Since the pictures are not wanted, retype the listing below exactly and without them.

Data segment section start

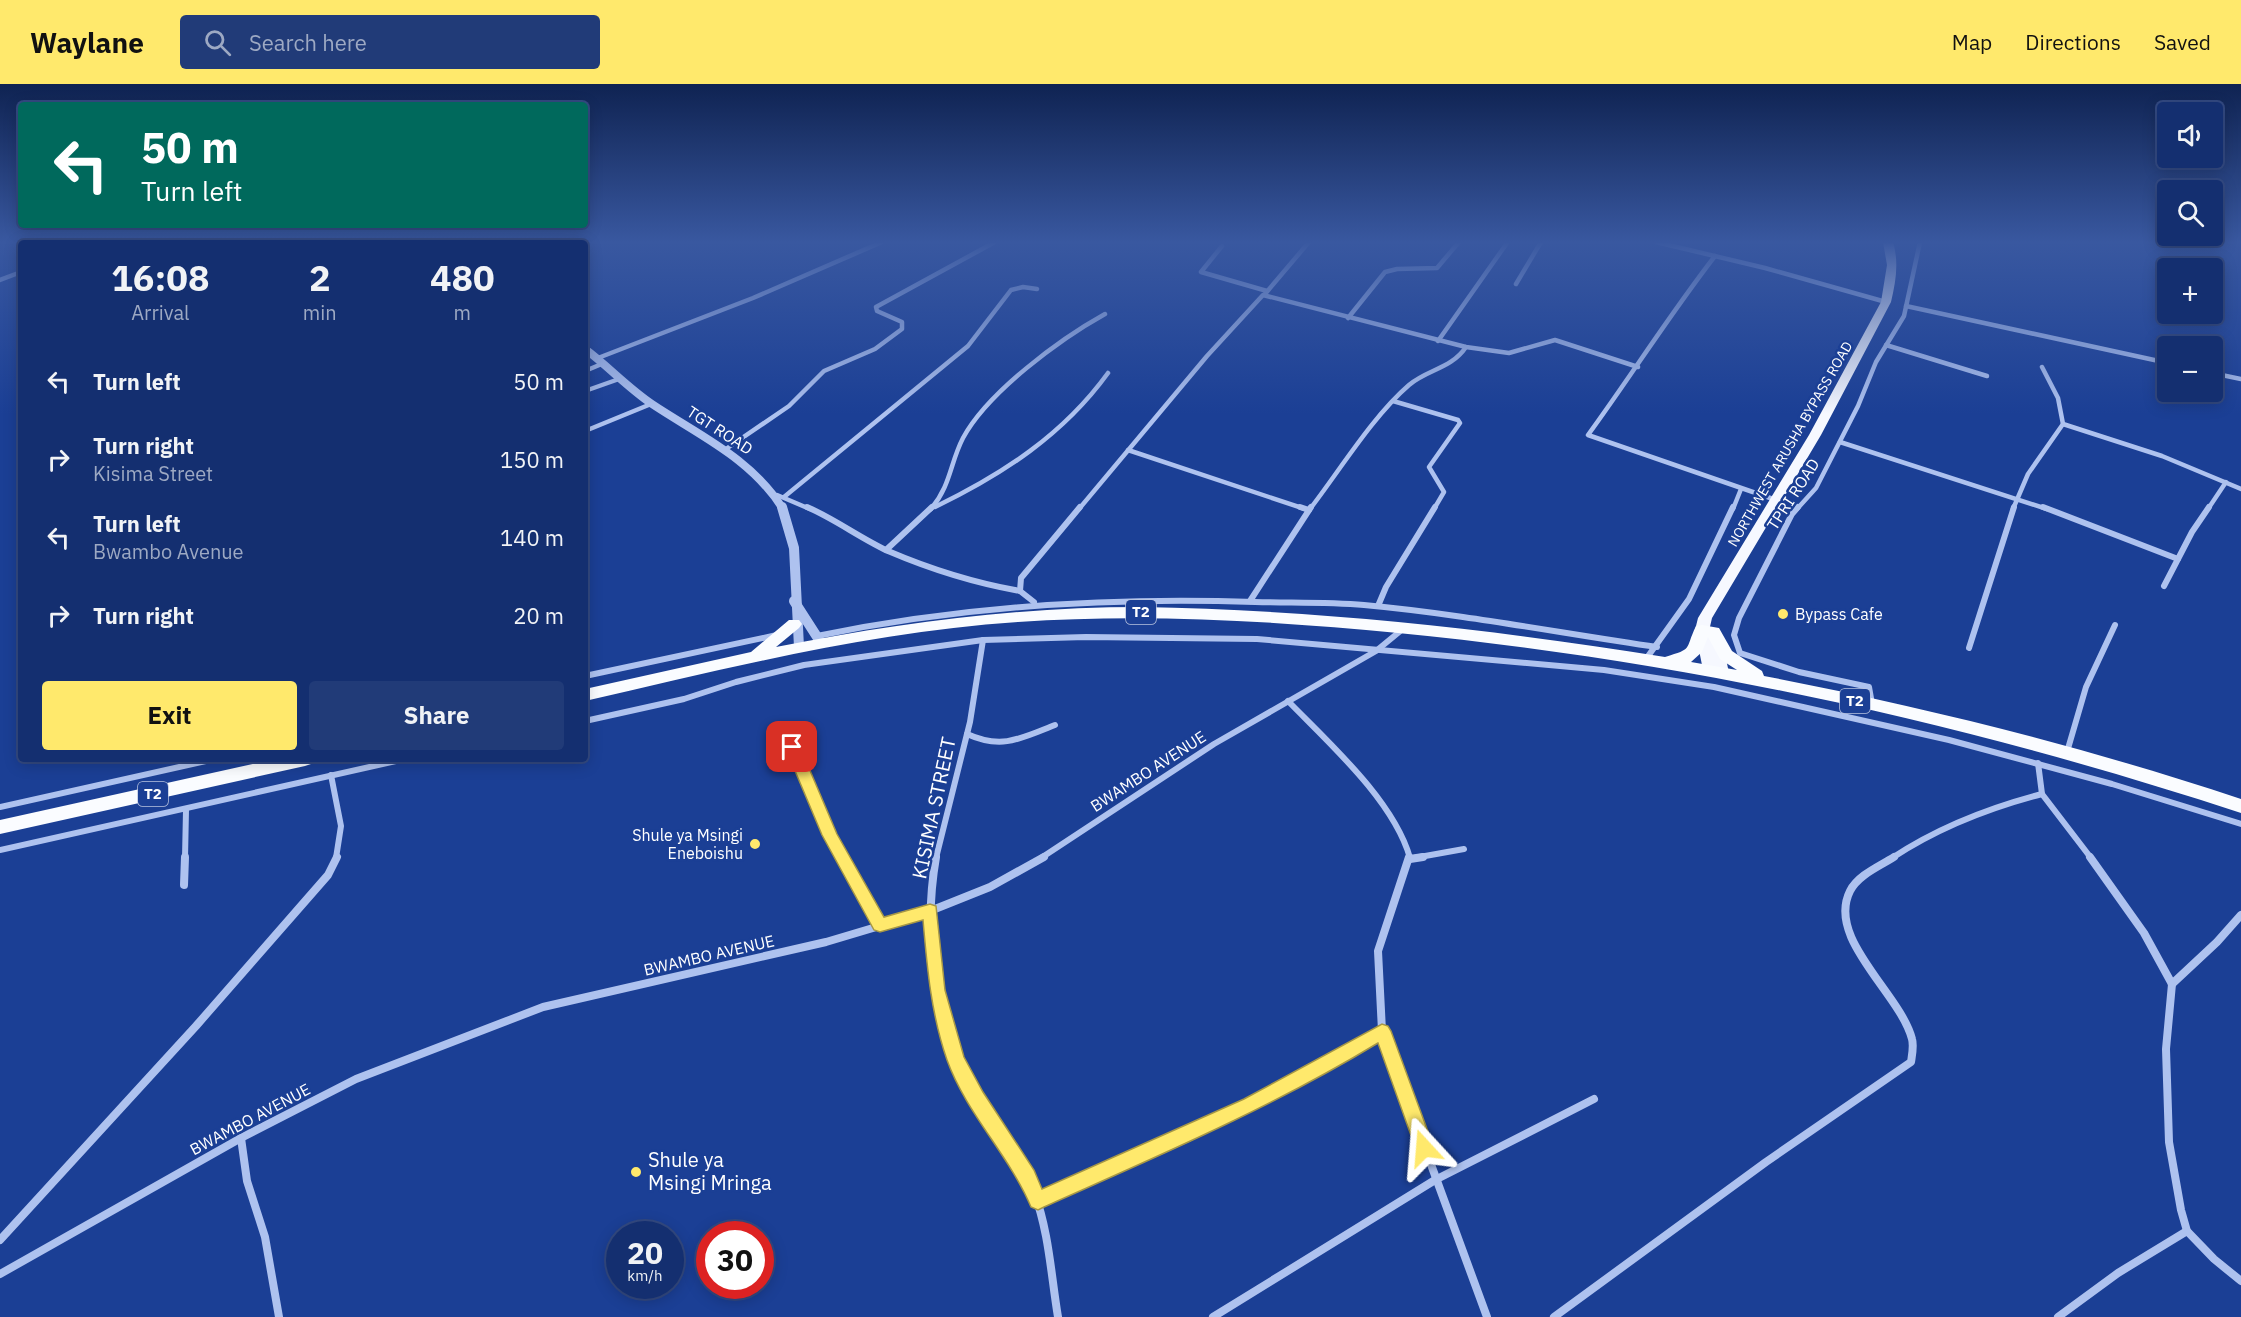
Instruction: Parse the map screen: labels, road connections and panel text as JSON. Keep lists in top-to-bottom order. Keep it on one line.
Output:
{"streets":{"highway":["T2"],"main road":["NORTHWEST ARUSHA BYPASS ROAD"],"street":["TGT ROAD","TPRI ROAD","BWAMBO AVENUE","KISIMA STREET"]},"crossings":[["TGT ROAD","T2"],["TPRI ROAD","T2"],["T2","BWAMBO AVENUE"],["BWAMBO AVENUE","KISIMA STREET"]],"places":["Bypass Cafe","Shule ya Msingi Eneboishu","Shule ya Msingi Mringa"],"page":{"header":"Waylane","search":"Search here","nav":["Map","Directions","Saved"],"map_buttons":["+","−"],"turn":["50 m","Turn left"],"eta":["16:08","Arrival","2","min","480","m"],"list":[{"name":"Turn left","value":"50 m"},{"name":"Turn right","note":"Kisima Street","value":"150 m"},{"name":"Turn left","note":"Bwambo Avenue","value":"140 m"},{"name":"Turn right","value":"20 m"}],"buttons":["Exit","Share"],"speed":"20 km/h","limit":"30"}}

Data segment section end

- Task answer:
Instruction: Parse the map screen: labels, road connections and panel text as JSON. Keep lists in top-to-bottom order. Keep it on one line.
Output:
{"streets":{"highway":["T2"],"main road":["NORTHWEST ARUSHA BYPASS ROAD"],"street":["TGT ROAD","TPRI ROAD","BWAMBO AVENUE","KISIMA STREET"]},"crossings":[["TGT ROAD","T2"],["TPRI ROAD","T2"],["T2","BWAMBO AVENUE"],["BWAMBO AVENUE","KISIMA STREET"]],"places":["Bypass Cafe","Shule ya Msingi Eneboishu","Shule ya Msingi Mringa"],"page":{"header":"Waylane","search":"Search here","nav":["Map","Directions","Saved"],"map_buttons":["+","−"],"turn":["50 m","Turn left"],"eta":["16:08","Arrival","2","min","480","m"],"list":[{"name":"Turn left","value":"50 m"},{"name":"Turn right","note":"Kisima Street","value":"150 m"},{"name":"Turn left","note":"Bwambo Avenue","value":"140 m"},{"name":"Turn right","value":"20 m"}],"buttons":["Exit","Share"],"speed":"20 km/h","limit":"30"}}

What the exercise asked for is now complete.